:: What the task asks ::
Scan the listing beneath this sentence. Report each line with the word "filter".
------------------------------------------------------------------------
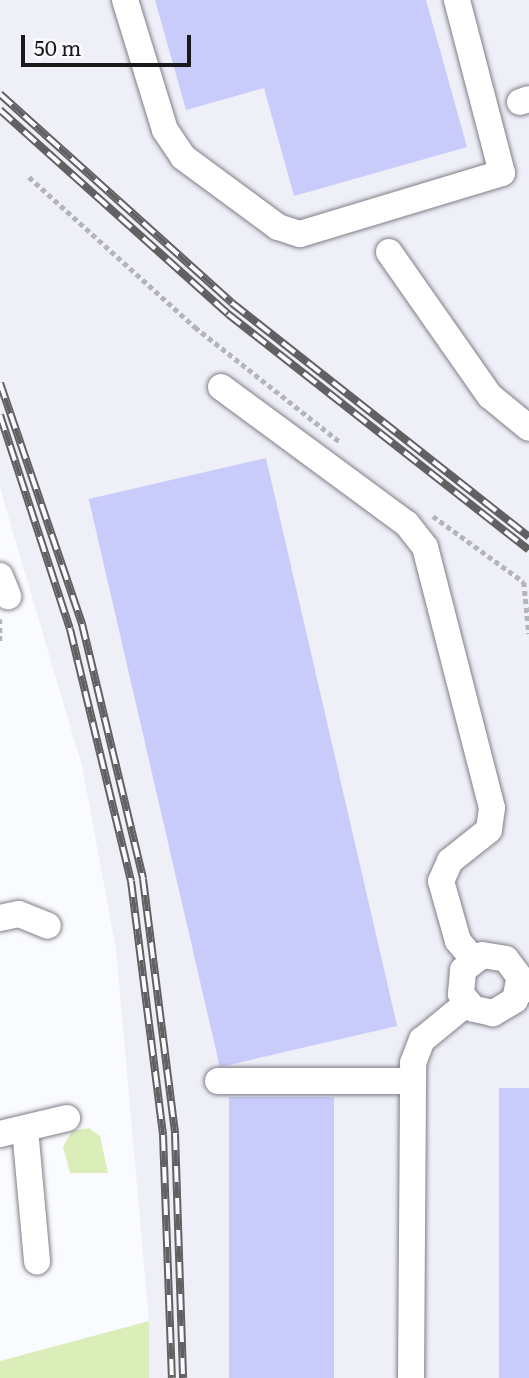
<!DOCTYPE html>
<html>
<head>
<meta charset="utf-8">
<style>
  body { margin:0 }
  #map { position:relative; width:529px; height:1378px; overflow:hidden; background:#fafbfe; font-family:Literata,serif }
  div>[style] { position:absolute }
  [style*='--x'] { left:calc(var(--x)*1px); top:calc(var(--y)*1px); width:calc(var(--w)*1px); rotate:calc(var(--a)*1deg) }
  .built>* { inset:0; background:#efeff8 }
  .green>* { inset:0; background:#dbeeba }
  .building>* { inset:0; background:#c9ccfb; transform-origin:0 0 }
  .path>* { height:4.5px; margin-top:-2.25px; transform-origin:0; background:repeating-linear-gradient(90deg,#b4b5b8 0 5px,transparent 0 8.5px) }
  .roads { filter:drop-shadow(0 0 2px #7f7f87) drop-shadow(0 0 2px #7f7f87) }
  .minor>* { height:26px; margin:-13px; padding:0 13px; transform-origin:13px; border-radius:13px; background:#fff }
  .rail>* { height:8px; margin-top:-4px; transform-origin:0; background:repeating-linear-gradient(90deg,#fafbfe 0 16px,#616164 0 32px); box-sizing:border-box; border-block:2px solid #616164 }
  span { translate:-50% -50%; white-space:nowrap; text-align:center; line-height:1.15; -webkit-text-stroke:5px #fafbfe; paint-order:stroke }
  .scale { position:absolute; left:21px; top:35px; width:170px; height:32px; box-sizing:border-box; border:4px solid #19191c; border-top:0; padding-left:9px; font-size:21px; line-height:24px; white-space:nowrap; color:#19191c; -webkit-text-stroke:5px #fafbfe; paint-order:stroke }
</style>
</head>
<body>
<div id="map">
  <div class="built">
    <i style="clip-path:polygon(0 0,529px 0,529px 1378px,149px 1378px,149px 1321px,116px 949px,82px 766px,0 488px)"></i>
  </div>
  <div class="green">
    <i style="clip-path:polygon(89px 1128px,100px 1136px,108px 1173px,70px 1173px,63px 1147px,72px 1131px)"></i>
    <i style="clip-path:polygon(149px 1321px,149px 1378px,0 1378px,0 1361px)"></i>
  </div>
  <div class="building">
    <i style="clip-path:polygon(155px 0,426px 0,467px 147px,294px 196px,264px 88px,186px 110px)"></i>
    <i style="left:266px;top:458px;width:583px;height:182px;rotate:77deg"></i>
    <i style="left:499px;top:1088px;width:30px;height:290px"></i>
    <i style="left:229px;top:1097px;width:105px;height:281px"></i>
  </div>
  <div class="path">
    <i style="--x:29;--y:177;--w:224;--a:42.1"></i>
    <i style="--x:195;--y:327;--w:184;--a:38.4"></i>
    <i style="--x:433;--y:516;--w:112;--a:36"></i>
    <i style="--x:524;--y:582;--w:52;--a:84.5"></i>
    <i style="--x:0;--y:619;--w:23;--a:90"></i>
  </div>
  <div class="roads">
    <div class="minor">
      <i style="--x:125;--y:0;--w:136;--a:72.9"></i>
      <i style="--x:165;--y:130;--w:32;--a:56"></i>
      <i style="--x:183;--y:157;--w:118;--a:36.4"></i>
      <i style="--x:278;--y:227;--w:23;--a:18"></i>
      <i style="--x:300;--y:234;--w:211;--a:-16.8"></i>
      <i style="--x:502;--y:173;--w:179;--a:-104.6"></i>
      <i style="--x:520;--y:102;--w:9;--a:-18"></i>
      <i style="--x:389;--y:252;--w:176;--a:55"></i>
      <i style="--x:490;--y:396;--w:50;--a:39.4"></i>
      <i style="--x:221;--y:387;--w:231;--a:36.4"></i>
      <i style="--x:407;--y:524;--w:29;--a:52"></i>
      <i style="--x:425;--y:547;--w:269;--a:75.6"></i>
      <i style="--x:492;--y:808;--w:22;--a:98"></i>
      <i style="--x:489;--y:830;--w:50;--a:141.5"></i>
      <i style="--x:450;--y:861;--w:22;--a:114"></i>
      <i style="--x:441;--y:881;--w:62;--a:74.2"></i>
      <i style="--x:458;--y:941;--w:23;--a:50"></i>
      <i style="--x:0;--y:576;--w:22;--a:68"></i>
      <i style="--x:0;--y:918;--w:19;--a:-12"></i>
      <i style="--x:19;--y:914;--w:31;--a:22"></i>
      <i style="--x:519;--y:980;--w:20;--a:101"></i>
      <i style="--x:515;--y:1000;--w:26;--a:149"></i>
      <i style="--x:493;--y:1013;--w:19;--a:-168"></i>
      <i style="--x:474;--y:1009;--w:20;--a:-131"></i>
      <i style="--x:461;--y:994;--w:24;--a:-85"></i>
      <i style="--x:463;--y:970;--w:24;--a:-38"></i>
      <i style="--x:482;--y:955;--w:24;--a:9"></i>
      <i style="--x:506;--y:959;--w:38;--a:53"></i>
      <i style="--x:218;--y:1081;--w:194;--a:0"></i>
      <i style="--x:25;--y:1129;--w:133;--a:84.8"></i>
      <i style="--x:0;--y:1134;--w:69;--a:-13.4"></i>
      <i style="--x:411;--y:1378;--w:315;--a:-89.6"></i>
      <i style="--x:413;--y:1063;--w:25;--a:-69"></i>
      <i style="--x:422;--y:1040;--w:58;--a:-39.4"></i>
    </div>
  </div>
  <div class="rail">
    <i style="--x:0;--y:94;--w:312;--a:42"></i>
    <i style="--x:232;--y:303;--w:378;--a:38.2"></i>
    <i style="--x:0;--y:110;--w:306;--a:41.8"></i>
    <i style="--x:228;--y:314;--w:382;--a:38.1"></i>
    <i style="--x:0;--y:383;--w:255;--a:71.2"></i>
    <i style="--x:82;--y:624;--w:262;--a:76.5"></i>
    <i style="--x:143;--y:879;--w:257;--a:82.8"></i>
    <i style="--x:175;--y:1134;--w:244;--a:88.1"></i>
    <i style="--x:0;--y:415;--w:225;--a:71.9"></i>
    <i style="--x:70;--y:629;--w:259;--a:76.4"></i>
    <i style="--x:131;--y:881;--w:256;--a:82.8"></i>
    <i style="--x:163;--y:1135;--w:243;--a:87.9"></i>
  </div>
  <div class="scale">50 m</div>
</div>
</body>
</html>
------------------------------------------------------------------------
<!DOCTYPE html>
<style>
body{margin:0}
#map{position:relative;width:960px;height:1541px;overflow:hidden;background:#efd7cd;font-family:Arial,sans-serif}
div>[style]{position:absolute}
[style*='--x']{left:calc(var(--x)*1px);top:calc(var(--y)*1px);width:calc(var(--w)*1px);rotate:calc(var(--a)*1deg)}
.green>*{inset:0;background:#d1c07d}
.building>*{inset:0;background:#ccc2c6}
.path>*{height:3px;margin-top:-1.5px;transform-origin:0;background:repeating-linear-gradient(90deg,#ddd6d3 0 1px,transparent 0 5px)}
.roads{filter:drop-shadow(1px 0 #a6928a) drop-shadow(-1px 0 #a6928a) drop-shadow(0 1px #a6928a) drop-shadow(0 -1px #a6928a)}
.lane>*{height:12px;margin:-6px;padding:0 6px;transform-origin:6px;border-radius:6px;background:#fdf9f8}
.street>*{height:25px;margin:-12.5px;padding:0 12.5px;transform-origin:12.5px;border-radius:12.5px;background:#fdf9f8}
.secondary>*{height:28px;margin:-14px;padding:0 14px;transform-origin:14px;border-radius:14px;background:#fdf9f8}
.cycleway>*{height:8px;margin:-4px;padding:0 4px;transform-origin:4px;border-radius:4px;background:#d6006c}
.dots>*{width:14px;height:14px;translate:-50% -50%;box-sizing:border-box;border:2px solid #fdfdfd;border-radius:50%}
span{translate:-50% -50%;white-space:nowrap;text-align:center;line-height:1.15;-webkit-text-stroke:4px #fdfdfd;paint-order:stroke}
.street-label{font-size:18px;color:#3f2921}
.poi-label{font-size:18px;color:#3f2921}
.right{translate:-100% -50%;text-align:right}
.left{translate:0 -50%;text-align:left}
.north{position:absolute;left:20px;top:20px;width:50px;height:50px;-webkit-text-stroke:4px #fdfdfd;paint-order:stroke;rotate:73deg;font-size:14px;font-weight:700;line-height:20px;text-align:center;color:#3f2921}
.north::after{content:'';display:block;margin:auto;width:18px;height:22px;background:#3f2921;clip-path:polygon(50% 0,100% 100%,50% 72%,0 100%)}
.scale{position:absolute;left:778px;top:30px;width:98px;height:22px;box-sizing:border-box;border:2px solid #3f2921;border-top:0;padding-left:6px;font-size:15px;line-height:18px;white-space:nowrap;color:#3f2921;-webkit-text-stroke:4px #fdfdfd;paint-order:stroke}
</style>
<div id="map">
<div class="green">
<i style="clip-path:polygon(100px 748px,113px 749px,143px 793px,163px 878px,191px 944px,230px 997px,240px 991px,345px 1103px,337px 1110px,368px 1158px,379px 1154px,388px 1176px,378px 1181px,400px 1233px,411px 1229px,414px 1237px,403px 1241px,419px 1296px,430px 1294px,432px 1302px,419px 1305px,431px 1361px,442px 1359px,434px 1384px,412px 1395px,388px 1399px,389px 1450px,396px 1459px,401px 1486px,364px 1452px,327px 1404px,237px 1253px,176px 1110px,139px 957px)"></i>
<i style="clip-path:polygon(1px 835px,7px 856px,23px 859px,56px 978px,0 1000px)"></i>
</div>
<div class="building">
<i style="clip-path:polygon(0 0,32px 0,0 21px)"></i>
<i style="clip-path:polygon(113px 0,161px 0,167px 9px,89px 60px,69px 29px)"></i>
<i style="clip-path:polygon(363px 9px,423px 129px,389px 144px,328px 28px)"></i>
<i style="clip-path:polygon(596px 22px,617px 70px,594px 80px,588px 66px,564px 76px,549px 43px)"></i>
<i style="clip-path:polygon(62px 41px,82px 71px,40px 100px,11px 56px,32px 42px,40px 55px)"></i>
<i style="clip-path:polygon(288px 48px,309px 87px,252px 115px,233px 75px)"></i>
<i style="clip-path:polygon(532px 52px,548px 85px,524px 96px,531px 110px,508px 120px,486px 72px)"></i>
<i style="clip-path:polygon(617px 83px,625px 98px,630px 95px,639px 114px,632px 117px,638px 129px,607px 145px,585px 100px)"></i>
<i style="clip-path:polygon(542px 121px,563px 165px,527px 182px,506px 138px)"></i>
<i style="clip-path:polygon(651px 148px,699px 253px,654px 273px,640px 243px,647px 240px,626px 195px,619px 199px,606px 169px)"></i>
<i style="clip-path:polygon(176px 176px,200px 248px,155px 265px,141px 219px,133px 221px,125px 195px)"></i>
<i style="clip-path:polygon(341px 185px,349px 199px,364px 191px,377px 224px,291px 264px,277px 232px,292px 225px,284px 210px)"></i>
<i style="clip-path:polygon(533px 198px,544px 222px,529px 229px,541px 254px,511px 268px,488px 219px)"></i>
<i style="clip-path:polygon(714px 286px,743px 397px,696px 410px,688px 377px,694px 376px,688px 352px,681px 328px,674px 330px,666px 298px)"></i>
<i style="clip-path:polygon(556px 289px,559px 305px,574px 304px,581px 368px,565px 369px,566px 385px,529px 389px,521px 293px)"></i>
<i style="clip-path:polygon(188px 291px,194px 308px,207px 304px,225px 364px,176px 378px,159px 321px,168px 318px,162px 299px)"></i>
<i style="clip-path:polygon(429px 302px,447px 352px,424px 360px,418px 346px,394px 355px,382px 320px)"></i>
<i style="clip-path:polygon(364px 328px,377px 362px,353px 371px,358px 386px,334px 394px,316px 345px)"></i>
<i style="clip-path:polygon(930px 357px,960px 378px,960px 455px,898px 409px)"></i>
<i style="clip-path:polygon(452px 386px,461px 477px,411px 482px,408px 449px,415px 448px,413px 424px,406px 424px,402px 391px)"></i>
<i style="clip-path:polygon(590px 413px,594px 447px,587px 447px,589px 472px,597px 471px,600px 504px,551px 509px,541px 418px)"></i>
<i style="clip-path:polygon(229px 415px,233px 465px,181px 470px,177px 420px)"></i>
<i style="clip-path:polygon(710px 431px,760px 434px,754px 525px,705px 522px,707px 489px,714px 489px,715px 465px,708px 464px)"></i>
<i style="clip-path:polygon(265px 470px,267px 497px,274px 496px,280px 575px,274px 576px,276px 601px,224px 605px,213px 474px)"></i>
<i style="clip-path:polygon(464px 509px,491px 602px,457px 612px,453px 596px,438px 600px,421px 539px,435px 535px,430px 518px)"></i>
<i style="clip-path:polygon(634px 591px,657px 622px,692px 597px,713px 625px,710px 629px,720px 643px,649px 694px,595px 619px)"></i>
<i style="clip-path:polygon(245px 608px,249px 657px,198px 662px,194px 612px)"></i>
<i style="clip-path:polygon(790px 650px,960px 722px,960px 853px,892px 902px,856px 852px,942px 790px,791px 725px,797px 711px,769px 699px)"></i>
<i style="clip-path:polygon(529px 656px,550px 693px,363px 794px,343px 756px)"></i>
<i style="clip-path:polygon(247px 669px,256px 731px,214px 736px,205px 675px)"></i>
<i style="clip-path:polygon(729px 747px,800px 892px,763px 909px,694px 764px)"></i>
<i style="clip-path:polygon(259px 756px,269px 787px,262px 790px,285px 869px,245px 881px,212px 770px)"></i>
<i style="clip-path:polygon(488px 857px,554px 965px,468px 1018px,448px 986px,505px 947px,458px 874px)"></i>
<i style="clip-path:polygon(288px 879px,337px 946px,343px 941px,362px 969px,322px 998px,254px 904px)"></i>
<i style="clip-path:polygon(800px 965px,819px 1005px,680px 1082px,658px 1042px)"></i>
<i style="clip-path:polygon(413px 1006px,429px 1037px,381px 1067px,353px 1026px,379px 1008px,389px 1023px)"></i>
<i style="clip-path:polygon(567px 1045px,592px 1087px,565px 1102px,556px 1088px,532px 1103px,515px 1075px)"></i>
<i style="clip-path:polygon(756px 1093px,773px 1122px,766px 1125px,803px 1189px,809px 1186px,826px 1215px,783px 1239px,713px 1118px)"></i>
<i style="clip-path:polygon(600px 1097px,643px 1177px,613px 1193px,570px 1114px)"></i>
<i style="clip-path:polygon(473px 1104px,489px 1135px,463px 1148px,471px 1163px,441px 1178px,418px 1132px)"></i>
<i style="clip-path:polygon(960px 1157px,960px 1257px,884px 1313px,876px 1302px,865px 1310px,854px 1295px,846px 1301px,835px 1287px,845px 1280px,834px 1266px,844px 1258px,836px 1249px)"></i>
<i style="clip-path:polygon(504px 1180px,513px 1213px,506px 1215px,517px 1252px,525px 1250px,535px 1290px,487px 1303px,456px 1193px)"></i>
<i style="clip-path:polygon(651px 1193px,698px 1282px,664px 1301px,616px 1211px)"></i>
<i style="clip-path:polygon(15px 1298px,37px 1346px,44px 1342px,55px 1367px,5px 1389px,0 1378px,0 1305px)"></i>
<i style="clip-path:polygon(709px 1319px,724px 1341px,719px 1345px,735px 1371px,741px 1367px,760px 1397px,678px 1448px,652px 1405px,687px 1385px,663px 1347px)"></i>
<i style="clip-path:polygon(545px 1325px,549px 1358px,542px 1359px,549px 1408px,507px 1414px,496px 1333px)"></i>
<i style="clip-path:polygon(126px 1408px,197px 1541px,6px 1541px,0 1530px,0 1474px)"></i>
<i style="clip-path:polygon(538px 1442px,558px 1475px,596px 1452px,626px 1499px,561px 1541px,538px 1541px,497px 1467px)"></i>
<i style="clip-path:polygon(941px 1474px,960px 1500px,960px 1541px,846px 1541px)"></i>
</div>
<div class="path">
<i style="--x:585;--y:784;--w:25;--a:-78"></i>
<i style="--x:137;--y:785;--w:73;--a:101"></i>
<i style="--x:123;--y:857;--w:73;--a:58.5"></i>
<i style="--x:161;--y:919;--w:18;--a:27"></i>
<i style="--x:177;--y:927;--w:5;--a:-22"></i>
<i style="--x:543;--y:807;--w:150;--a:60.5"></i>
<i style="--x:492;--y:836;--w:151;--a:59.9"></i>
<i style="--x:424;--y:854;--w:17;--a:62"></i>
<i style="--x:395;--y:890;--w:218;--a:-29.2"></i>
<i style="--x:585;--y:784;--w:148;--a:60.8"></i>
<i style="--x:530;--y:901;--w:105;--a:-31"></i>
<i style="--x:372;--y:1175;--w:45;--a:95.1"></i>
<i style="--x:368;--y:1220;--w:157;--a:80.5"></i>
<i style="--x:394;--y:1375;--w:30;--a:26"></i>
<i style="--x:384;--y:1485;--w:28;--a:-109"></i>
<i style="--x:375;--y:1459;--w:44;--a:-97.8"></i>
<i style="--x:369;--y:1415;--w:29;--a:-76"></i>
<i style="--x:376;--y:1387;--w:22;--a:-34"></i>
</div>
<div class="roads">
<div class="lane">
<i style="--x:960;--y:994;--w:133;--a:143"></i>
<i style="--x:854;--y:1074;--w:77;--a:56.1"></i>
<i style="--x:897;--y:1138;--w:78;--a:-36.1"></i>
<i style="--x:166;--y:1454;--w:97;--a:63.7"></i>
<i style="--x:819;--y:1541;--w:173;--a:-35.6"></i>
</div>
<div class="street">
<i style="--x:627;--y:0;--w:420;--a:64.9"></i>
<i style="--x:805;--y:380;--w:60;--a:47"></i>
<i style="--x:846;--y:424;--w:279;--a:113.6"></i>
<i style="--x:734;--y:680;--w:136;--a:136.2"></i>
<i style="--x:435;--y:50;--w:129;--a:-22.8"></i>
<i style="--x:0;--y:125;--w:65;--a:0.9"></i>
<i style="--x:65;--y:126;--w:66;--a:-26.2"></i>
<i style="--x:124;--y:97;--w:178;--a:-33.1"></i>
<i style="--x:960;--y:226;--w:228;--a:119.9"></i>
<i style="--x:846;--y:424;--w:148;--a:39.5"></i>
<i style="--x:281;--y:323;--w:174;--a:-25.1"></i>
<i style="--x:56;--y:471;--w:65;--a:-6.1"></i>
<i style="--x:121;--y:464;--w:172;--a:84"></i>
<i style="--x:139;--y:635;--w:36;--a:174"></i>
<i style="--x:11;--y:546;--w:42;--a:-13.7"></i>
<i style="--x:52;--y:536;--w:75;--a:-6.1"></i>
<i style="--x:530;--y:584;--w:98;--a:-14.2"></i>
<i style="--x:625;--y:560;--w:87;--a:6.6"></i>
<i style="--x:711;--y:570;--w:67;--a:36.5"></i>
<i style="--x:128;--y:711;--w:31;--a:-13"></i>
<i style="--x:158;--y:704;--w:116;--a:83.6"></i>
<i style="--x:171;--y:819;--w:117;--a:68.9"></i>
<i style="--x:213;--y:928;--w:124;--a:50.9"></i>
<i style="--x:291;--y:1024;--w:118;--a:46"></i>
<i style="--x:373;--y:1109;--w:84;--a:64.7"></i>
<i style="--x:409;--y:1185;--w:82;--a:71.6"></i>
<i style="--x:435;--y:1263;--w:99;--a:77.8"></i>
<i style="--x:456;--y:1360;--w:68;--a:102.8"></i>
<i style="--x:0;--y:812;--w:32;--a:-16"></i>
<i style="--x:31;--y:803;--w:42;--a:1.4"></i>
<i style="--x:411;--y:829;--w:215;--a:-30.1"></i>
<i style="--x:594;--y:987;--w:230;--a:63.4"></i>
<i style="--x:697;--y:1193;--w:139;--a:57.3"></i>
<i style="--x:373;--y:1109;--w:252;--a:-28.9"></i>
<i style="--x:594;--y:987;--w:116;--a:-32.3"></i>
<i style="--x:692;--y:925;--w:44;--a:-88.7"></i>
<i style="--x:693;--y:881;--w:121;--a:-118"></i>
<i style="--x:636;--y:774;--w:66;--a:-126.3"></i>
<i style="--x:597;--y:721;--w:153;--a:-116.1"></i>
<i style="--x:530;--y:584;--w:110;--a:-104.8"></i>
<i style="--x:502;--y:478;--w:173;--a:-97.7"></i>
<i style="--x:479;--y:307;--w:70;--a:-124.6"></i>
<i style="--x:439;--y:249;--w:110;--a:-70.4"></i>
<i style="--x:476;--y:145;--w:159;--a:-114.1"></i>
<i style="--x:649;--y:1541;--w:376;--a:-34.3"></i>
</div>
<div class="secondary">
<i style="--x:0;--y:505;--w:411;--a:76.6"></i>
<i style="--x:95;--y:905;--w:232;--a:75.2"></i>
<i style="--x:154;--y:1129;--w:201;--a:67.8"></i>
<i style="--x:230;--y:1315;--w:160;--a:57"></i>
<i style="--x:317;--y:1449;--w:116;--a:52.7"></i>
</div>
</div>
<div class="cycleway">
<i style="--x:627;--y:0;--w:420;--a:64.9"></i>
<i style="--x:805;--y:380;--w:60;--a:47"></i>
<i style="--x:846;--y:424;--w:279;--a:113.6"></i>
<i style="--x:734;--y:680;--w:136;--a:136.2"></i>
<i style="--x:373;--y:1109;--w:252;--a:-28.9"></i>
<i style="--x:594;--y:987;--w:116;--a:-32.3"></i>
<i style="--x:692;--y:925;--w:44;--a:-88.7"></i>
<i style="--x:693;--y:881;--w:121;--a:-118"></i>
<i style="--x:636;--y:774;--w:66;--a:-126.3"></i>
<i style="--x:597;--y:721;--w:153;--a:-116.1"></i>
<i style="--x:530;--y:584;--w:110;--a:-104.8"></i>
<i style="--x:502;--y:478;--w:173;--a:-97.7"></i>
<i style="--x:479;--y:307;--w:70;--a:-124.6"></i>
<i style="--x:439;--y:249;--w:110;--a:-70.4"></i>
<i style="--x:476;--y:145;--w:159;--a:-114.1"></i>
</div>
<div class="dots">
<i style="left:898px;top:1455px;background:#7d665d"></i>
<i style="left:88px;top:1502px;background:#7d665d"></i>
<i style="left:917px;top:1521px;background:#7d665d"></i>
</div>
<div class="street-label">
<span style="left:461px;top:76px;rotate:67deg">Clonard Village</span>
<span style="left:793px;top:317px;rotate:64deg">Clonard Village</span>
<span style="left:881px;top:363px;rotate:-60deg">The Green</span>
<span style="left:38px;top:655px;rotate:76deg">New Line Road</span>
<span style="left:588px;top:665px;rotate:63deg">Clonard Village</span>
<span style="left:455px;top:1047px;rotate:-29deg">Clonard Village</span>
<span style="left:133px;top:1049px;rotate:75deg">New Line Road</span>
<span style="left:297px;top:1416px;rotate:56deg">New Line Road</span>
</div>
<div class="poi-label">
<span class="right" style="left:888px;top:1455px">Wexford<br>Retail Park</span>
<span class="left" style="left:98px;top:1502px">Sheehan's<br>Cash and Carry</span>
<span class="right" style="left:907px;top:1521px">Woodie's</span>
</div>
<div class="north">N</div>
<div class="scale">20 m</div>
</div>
------------------------------------------------------------------------
:: Response to this task ::
  .roads { filter:drop-shadow(0 0 2px #7f7f87) drop-shadow(0 0 2px #7f7f87) }
.roads{filter:drop-shadow(1px 0 #a6928a) drop-shadow(-1px 0 #a6928a) drop-shadow(0 1px #a6928a) drop-shadow(0 -1px #a6928a)}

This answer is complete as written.